- Required work
Go through the entries and transcribe each one exactly, dropping the pictures.

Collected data
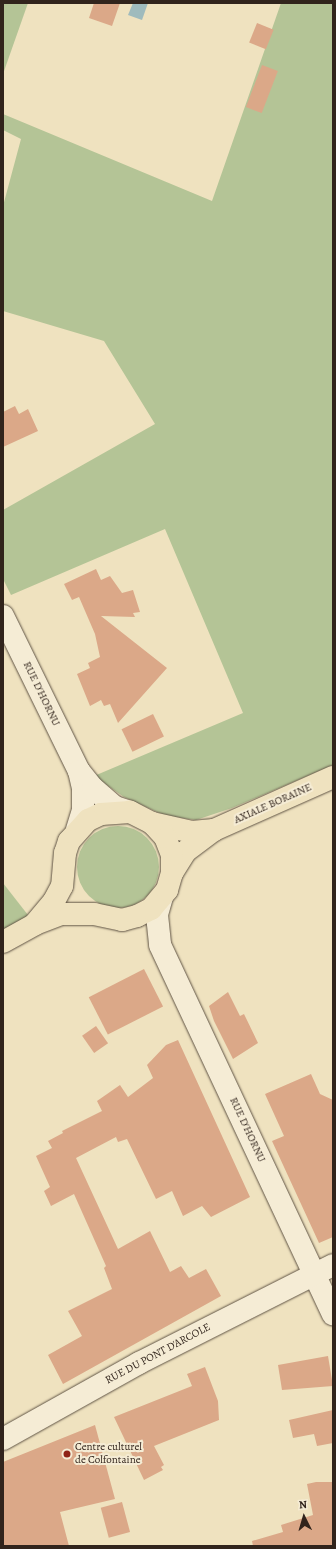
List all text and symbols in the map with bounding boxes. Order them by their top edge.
street label: RUE D'HORNU [20,660,62,728]
street label: AXIALE BORAINE [232,781,314,827]
street label: RUE D'HORNU [226,1095,268,1165]
street label: RUE DU PONT D'ARCOLE [103,1321,213,1387]
place label: Centre culturel de Colfontaine [75,1441,142,1467]
marker: Centre culturel de Colfontaine [62,1449,72,1459]
north arrow [284,1497,324,1537]
text: N [298,1497,308,1512]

- Task answer
List all text and symbols in the map with bounding boxes. Order them by their top edge.
street label: RUE D'HORNU [20,660,62,728]
street label: AXIALE BORAINE [232,781,314,827]
street label: RUE D'HORNU [226,1095,268,1165]
street label: RUE DU PONT D'ARCOLE [103,1321,213,1387]
place label: Centre culturel de Colfontaine [75,1441,142,1467]
marker: Centre culturel de Colfontaine [62,1449,72,1459]
north arrow [284,1497,324,1537]
text: N [298,1497,308,1512]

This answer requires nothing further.